Third year undergraduate, BA English Language and Literature, Merton College

Jade is happy to reply to emails if you want to find out more about this internship. While still a student, Jade's email address can be found on the global Oxford address list.

Work Projects

The Kulturino English camp is a 7-day activity camp provided for local German children aged 9-15. During my internship we ran 3 activity camps, which also included a few days off in between each camp to organise, plan and prepare for the next one. My internship put me right in the centre of the daily runnings of the camp, as I was responsible for organising fun activities, nature walks, and craft projects whilst helping the children to improve their English alongside my fellow volunteer Matthew. Due to the nature of the camp, I was essentially ‘working’ all hours of the day from waking the children up to prepare breakfast, cooking lunch, supervising them at the local pool, playing games around the campfire in the evening, and being available for any problems during the night. I was also responsible for running a short film project during the camp, and assisted by directing, filming and editing 2 15-minute long short films created by the children. Alex and Katrin (the couple of run the organisation) were incredibly helpful and ensured that we always felt at home at all times. They really looked after us as well as the children and provided constant support and praise throughout which was highly appreciated on especially tiring or challenging days!

Daily Life

Daily life at the camp generally started at around 7am and ended around midnight. At the beginning of each camp, we would devise a daily routine and a work schedule to separate chores amongst the children like washing up, walking to the bakery, and cooking. After breakfast and washing up, Rose (another volunteer from Brazil) and I would alternate teaching a dance class for 30 minutes before beginning the morning activities. Depending on the weather, morning activities could include anything from cricket, and capture the flag, to filming, making bracelets or hiking. During this time, one of us would take a few of the children away to cook lunch, giving the children an opportunity to talk to an English speaker one on one, away from the group. After lunch and washing up, we would begin the afternoon activities, often visiting the local pool, playing rounders, or relaxing in the hammocks. During some of the camps, we also organised some special activities including a tour of a dam and a hike to some abandoned mines. The evening would often end with a campfire or a movie night, which was a lovely way to bond as a team and get to know the children better.

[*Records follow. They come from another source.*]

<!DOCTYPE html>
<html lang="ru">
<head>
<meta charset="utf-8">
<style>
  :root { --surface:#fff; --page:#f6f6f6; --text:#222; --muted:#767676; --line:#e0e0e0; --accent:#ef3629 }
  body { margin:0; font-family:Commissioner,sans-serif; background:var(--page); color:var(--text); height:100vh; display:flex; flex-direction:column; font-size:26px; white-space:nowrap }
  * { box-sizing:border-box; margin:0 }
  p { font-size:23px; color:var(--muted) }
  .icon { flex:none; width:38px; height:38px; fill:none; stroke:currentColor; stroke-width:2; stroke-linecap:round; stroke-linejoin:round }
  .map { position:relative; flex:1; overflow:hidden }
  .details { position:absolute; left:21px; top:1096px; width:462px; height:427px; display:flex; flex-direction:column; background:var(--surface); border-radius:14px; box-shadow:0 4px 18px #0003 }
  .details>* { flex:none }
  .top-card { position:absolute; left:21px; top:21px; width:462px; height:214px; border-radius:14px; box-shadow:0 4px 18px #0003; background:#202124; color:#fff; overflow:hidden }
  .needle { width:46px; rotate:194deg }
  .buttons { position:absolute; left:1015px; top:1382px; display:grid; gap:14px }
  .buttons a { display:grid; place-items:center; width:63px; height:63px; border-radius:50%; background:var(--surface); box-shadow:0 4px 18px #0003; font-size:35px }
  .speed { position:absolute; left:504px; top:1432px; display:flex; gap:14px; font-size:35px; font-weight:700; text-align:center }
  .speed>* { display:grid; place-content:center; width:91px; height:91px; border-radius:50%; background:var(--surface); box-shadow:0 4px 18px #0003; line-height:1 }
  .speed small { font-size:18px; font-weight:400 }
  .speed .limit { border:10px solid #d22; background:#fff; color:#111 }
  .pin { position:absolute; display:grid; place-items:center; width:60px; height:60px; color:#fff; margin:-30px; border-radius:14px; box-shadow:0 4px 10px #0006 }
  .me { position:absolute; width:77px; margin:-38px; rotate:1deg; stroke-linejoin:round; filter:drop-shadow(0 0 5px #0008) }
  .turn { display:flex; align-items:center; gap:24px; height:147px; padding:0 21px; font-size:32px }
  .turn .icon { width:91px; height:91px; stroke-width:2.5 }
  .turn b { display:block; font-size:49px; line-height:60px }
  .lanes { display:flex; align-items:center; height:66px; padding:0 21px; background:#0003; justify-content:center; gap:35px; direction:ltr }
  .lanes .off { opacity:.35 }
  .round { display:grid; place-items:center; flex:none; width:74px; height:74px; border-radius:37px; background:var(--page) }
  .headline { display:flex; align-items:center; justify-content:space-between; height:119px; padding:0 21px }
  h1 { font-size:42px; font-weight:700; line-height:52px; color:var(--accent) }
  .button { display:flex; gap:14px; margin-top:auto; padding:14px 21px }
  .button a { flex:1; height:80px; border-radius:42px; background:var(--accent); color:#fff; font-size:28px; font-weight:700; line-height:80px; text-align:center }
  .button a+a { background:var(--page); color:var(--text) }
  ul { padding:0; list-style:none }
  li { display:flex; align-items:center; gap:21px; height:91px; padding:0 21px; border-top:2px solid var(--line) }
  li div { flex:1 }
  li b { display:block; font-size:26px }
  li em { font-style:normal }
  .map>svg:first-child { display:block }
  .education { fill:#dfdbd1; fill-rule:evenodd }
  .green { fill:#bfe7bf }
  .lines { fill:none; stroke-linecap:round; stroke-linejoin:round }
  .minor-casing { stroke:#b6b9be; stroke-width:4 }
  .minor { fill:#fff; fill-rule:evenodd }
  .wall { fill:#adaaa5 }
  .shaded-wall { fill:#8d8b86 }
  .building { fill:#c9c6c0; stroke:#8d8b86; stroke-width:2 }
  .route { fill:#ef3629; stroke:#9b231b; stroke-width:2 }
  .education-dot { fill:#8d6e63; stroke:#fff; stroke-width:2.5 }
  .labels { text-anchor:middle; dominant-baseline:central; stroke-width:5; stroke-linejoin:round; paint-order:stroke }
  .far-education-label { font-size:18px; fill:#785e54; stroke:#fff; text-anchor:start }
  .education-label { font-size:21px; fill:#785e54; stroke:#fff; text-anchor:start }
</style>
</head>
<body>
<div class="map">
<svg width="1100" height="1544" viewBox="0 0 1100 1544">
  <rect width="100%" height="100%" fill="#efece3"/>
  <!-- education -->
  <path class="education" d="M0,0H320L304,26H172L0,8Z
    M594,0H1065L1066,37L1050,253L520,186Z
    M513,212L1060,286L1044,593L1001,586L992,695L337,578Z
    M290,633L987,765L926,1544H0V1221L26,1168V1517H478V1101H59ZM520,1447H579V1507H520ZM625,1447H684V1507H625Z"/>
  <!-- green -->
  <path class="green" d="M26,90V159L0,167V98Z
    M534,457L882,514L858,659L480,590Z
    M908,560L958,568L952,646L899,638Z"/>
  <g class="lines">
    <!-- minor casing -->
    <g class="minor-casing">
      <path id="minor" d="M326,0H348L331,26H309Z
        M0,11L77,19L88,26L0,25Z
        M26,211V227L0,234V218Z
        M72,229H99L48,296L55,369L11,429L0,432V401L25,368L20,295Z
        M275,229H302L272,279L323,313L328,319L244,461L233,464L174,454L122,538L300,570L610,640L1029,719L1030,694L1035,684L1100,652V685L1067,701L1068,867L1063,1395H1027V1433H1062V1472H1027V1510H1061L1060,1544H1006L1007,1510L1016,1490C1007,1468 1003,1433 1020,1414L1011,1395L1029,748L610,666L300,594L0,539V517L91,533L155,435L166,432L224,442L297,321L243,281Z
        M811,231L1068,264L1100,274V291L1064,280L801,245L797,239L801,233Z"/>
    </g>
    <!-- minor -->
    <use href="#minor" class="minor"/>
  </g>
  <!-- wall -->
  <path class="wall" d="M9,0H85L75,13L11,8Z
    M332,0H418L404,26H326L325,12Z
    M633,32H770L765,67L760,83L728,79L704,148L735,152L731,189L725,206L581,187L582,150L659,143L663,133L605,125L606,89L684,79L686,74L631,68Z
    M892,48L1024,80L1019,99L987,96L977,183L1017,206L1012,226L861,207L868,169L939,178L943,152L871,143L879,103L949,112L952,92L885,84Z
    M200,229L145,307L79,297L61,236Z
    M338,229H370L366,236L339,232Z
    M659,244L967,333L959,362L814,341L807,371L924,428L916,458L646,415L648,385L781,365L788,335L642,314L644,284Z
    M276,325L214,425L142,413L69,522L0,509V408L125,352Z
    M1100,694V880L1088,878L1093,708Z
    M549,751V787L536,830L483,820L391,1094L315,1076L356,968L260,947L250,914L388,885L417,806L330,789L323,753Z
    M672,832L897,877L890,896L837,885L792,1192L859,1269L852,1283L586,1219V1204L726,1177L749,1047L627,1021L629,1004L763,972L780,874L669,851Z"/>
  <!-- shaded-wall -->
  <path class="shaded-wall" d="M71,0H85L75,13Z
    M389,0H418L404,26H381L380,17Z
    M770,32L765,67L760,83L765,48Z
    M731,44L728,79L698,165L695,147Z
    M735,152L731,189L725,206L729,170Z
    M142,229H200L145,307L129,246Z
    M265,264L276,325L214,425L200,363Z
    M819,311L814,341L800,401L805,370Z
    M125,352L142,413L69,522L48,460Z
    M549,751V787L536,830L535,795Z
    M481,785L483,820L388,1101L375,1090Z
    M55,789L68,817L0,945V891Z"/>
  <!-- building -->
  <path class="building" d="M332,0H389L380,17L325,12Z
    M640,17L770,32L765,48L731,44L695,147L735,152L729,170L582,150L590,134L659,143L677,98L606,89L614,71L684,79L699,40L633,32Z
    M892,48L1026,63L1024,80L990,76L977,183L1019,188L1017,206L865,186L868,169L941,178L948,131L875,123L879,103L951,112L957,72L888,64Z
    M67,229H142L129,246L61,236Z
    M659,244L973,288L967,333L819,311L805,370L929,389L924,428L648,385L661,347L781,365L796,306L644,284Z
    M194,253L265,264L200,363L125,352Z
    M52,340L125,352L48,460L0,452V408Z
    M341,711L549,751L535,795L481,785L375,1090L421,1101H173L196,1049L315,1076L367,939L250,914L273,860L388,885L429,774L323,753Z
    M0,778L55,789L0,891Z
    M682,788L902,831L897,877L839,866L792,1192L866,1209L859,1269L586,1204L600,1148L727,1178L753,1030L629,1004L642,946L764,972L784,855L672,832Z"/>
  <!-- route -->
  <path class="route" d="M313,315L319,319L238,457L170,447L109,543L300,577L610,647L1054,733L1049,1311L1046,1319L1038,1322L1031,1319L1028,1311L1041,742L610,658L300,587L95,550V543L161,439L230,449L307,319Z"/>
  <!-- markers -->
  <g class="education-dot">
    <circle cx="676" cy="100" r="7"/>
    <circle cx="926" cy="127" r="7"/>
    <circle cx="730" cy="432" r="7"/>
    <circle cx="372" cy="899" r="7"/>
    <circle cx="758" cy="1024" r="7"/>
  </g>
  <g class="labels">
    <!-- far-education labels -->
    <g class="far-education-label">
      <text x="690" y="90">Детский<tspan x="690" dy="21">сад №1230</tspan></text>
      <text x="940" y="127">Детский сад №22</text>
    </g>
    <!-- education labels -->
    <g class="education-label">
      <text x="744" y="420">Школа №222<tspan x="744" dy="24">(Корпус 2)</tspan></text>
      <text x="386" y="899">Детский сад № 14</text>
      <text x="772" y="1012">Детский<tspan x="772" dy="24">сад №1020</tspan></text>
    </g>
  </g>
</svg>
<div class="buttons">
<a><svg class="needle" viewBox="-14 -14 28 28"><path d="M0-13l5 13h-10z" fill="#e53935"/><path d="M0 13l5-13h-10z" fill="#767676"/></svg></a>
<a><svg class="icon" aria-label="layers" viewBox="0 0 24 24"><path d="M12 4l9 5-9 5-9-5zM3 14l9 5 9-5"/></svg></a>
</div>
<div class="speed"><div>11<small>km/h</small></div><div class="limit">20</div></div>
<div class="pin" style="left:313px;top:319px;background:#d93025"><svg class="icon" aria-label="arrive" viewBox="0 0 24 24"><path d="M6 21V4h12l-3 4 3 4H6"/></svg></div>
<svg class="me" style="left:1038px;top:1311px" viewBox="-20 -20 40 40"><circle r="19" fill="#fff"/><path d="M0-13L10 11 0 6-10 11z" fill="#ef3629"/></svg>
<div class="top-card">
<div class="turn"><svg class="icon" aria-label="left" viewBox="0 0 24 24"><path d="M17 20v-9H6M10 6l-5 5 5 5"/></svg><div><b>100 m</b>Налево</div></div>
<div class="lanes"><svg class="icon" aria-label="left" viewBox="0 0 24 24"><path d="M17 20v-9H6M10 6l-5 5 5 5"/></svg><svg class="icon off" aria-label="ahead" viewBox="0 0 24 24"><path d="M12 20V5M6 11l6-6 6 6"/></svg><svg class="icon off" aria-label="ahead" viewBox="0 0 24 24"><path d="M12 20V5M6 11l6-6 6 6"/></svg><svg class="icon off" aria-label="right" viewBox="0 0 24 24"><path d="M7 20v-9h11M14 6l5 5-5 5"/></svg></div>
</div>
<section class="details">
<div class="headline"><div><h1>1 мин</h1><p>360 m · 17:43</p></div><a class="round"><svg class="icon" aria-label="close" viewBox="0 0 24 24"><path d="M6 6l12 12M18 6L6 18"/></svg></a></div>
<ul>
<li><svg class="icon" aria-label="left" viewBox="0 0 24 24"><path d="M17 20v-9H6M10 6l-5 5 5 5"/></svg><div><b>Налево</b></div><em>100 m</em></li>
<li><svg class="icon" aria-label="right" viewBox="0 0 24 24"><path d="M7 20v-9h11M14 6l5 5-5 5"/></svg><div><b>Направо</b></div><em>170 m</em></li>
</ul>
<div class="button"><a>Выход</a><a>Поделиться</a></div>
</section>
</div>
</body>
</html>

As I lived at the camp for the entire duration of the internship, it was very easy to settle in and everyone was so lovely that I felt right at home. During the camps, we had little time to socialise or leave the camp but in-between camps, Alex and Katrin were kind enough to take us sightseeing, hiking, and even to a local music festival. Being in the middle of the forest and countryside, there wasn’t really anyone to socialise with outside of work but that did mean that I became incredibly close to everyone on the team and we would often enjoy some time to chat and relax once the children had gone to bed.

Lasting Impressions

Overall, I had an absolutely incredible time in Germany and found the work really rewarding. I have done TEFL work in the past and have volunteered at summer camps before but the real care and attention that Alex and Katrin devote to the projects and their willingness to include the volunteers’ ideas made for a really wonderful experience and far exceeded the experiences I have had before. I made lasting friendships with all of the volunteers and developed real confidence in working with children who want to improve their English. Although challenging and often tiring, I had so much fun and was able to take part in so many exciting and unique opportunities.

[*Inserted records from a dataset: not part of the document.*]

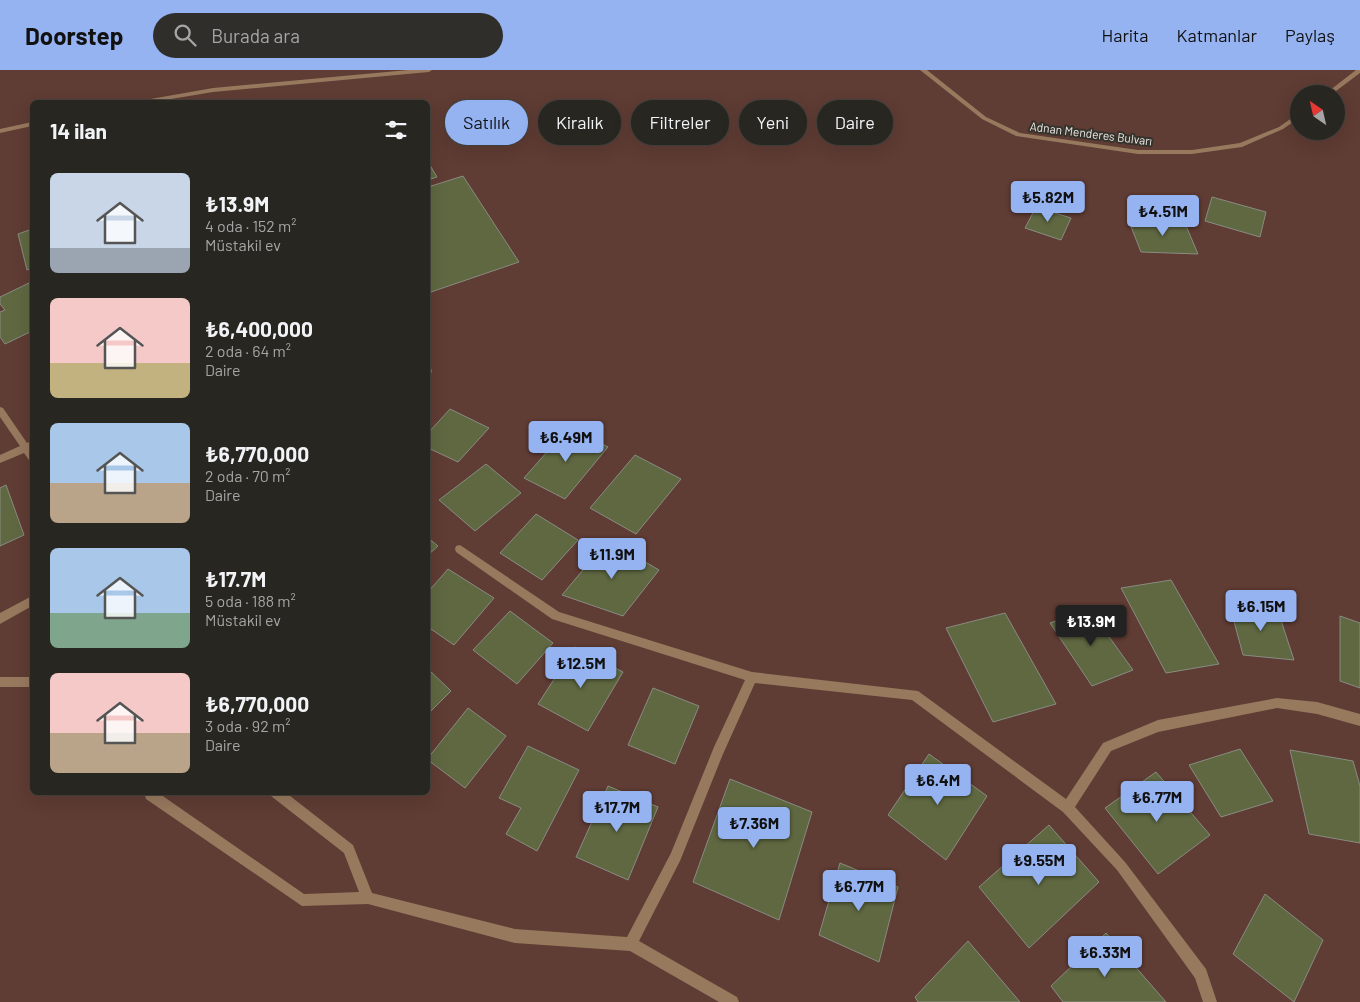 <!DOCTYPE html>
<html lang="tr">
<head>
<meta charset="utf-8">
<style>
	body { margin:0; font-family:Barlow,sans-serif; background:#302e2a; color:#f1f3f6; height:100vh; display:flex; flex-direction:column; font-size:19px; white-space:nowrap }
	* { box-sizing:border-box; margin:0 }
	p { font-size:16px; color:#a5a5a5 }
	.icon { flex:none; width:28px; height:28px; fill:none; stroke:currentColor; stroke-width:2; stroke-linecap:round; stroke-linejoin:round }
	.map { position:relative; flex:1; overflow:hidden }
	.panel { position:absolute; left:30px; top:30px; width:400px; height:695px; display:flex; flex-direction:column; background:#282621; border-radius:8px; box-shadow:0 5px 20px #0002,0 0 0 1px #44433f }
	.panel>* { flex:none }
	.banner { position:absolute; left:445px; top:30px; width:475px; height:45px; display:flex; gap:10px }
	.needle { width:32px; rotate:326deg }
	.buttons { position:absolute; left:1290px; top:15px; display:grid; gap:10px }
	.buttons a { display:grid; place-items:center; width:55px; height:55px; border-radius:50%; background:#282621; box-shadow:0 5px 20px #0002,0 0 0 1px #44433f; font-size:25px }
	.price { position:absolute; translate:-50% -42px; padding:0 11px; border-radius:5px; background:#95b2f1; color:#111; font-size:16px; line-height:32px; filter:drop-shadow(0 1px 2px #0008) }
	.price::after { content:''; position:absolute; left:50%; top:30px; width:15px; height:11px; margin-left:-8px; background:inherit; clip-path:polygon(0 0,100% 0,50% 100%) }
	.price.selected { background:#222; color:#fff }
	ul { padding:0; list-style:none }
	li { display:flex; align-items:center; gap:15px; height:125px; padding:0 20px }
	li span { display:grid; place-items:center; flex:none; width:140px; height:100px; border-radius:8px; color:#555 }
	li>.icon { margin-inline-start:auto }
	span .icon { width:60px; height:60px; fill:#fffc; stroke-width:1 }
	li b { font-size:21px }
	h2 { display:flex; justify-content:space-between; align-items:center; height:60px; padding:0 20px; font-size:21px }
	.pill { padding:0 18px; border-radius:22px; background:#282621; box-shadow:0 5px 20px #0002,0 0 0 1px #44433f; font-size:18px; line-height:45px }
	.pill.selected { background:#95b2f1; color:#111 }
	header { display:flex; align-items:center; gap:30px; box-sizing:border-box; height:70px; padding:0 25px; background:#95b2f1; color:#111 }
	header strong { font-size:24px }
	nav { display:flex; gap:28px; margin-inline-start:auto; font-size:18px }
	.search { width:350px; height:45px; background:#302e2a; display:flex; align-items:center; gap:12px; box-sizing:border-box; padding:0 18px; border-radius:28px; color:#a5a5a5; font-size:19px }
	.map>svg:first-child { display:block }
</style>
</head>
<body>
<header>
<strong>Doorstep</strong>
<div class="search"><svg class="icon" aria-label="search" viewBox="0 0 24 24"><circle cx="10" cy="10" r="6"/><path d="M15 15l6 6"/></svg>Burada ara</div>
<nav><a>Harita</a><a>Katmanlar</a><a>Paylaş</a></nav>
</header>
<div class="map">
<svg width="1360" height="932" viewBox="0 0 1360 932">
	<rect width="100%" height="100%" fill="#36332c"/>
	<!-- green -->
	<path fill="#5f3c34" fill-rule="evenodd" d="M 0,0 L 1360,0 L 1360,932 L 0,932 ZM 1299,24 L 1336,24 L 1336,61 L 1299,61 ZM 32,32 L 428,32 L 428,722 L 32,722 Z"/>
	<!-- building -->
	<g fill="#5f6841" stroke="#898c83">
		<path d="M 428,92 L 437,107 L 428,110 Z"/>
		<path d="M 463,106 L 519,192 L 428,223 L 428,117 Z"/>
		<path d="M 1212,127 L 1266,142 L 1260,167 L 1205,151 Z"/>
		<path d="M 1036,137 L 1071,148 L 1061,170 L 1025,158 Z"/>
		<path d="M 1128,149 L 1184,151 L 1198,184 L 1141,182 Z"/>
		<path d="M 32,159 L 32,198 L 27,200 L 18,164 Z"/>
		<path d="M 29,213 L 32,219 L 32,261 L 5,274 L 0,267 L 0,242 L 5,240 L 0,234 L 0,227 Z"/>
		<path d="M 450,339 L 489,358 L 458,392 L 428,378 L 428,363 Z"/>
		<path d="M 569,357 L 608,377 L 565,429 L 524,408 Z"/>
		<path d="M 635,385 L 681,409 L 636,464 L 590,438 Z"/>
		<path d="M 486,394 L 521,423 L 475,461 L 439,430 Z"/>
		<path d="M 6,415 L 24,465 L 0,476 L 0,418 Z"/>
		<path d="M 536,444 L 578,470 L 542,510 L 500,483 Z"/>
		<path d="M 428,468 L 438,476 L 428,485 Z"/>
		<path d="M 608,470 L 659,500 L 623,546 L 562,525 Z"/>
		<path d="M 448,499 L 494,528 L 454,575 L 428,557 L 428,522 Z"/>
		<path d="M 1171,510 L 1219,594 L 1166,603 L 1121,518 Z"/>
		<path d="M 1229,533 L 1277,538 L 1294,590 L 1243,585 Z"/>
		<path d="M 1089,539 L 1133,600 L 1092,616 L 1050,553 Z"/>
		<path d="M 510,541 L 553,573 L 517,614 L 473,580 Z"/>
		<path d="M 1005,543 L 1056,634 L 993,652 L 946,558 Z"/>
		<path d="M 1340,546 L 1360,553 L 1360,618 L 1340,611 Z"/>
		<path d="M 575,577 L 623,602 L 588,661 L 538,634 Z"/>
		<path d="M 428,599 L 451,621 L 428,644 Z"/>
		<path d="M 653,618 L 699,636 L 675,694 L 628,675 Z"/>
		<path d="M 468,638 L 506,666 L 465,718 L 428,690 L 428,688 Z"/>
		<path d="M 528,676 L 579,700 L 537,781 L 506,764 L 521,738 L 499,728 Z"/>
		<path d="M 1240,679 L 1273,731 L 1221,747 L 1189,695 Z"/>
		<path d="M 1290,680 L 1353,691 L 1360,716 L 1360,773 L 1309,764 Z"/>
		<path d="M 929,684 L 987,726 L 946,790 L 888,745 Z"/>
		<path d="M 1156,702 L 1210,765 L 1158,804 L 1105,738 Z"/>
		<path d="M 730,709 L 812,742 L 779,850 L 693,812 Z"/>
		<path d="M 608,716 L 658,737 L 628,810 L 576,787 Z"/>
		<path d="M 1049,755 L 1099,812 L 1029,878 L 979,817 Z"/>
		<path d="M 840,793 L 898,817 L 879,892 L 819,865 Z"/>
		<path d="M 1265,824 L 1323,870 L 1294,932 L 1233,884 Z"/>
		<path d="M 1106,863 L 1166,932 L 1063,932 L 1051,916 Z"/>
		<path d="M 968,871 L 1020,932 L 918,932 L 915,927 Z"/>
	</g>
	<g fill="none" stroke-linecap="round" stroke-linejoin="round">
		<!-- minor -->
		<g fill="#97795e" fill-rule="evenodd">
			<path d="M 428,297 L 431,298 L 432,302 L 428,305 Z"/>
			<path d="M 0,337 L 3,338 L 27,373 L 32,371 L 32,391 L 29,390 L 24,383 L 0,393 L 0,385 L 20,376 L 0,347 Z"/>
			<path d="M 460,475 L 559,542 L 752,602 L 918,621 L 1066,729 L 1103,673 L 1158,650 L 1277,628 L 1317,632 L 1360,644 L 1360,656 L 1317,644 L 1277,638 L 1158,662 L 1111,681 L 1075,737 L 1125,792 L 1206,899 L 1217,932 L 1203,932 L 1195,908 L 1117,800 L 1063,742 L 912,630 L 755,613 L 723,684 L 680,791 L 639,871 L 737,927 L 739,932 L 719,932 L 630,881 L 515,873 L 368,834 L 302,836 L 146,729 L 144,722 L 157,722 L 304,824 L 359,822 L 344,783 L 271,726 L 269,722 L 285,722 L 353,775 L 372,823 L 515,859 L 627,867 L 671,783 L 714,677 L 745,610 L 552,549 L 456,482 L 455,479 L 456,476 Z"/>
			<path d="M 32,526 L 32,536 L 0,554 L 0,543 Z"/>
			<rect x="0" y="607" width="32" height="10"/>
		</g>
		<!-- tertiary -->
		<g fill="#97795e" fill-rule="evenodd">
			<path d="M 408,0 L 432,0 L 429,2 L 213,22 L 153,32 L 142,32 L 145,30 L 213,18 Z"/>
			<path d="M 920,0 L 927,0 L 986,47 L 1020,63 L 1138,80 L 1192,80 L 1240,73 L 1279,57 L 1299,43 L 1299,48 L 1283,59 L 1242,77 L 1192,84 L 1138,84 L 1016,66 L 982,49 Z"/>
			<path d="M 1356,0 L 1360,0 L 1360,3 L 1332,24 L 1325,24 Z"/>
			<path d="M 32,52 L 32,56 L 0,63 L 0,59 Z"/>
		</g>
	</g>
	<g text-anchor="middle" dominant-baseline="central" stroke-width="4" stroke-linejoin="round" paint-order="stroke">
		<!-- far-street labels -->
		<g font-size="12" fill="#e9e8e3" stroke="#36332c">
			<text transform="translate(1091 63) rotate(7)">Adnan Menderes Bulvarı</text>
		</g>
	</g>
</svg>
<div class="buttons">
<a><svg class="needle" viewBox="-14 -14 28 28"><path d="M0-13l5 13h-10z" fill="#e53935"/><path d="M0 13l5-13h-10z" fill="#a5a5a5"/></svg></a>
</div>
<b class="price" style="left:1048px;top:153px">₺5.82M</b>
<b class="price" style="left:1163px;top:167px">₺4.51M</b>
<b class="price" style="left:566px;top:393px">₺6.49M</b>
<b class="price" style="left:612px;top:510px">₺11.9M</b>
<b class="price" style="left:1261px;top:562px">₺6.15M</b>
<b class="price selected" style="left:1091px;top:577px">₺13.9M</b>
<b class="price" style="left:581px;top:619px">₺12.5M</b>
<b class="price" style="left:938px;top:736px">₺6.4M</b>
<b class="price" style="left:1157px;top:753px">₺6.77M</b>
<b class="price" style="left:617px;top:763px">₺17.7M</b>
<b class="price" style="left:754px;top:779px">₺7.36M</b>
<b class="price" style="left:1039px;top:816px">₺9.55M</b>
<b class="price" style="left:859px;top:842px">₺6.77M</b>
<b class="price" style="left:1105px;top:908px">₺6.33M</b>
<div class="banner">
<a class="pill selected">Satılık</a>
<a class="pill">Kiralık</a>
<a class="pill">Filtreler</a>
<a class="pill">Yeni</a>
<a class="pill">Daire</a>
</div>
<section class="panel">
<h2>14 ilan<svg class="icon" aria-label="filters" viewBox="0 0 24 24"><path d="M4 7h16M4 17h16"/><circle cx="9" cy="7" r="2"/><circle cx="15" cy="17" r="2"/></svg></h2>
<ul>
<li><span style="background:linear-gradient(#c9d6e8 75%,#9aa5b1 0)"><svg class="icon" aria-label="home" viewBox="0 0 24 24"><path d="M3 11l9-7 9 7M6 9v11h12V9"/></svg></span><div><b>₺13.9M</b><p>4 oda · 152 m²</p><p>Müstakil ev</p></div></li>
<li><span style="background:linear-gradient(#f6c9c9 65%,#c2b280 0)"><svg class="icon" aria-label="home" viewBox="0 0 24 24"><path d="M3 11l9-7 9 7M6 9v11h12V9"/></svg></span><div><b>₺6,400,000</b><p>2 oda · 64 m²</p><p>Daire</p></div></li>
<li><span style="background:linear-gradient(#a9c7e8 60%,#b9a48a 0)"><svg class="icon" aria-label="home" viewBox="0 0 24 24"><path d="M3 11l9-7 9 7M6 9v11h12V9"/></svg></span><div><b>₺6,770,000</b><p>2 oda · 70 m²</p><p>Daire</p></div></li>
<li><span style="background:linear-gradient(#a9c7e8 65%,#7fa58c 0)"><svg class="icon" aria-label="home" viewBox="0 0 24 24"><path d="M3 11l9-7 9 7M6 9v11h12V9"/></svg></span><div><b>₺17.7M</b><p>5 oda · 188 m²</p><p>Müstakil ev</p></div></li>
<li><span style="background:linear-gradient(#f6c9c9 60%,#b9a48a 0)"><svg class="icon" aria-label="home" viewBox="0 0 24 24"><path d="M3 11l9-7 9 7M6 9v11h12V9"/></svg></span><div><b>₺6,770,000</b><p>3 oda · 92 m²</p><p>Daire</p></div></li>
</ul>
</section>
</div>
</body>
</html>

The location of the camps is wonderful and I really fell in love with the Thuringian countryside as well as the charming village of Unterweissbach. This experience completely reaffirmed my love of working in this kind of atmosphere and gave me the confidence to continue pursuing my ambitions to work in education, perhaps even in Germany. Alex, Katrin, and their family were a pleasure to work with and get to know and I can’t wait to see them and work with again in the near future!

Advice for Future Interns

I would advise future interns to really embrace the summer camp life and make the most of your time there as it truly flies by! It’s important to be energetic, fun, and very patient so I would suggest really putting aside any anxieties or doubts and just having fun with the children. Be open and confident about your own ideas and skills and don’t be afraid to ask for help. I didn’t speak any German before arriving at the camps and although I didn’t find this to be an issue, I would recommend future interns to learn a little before arriving, even if it’s just a few phrases! Finally, bring a good camera because you’ll want to take loads of pictures of the amazing landscape!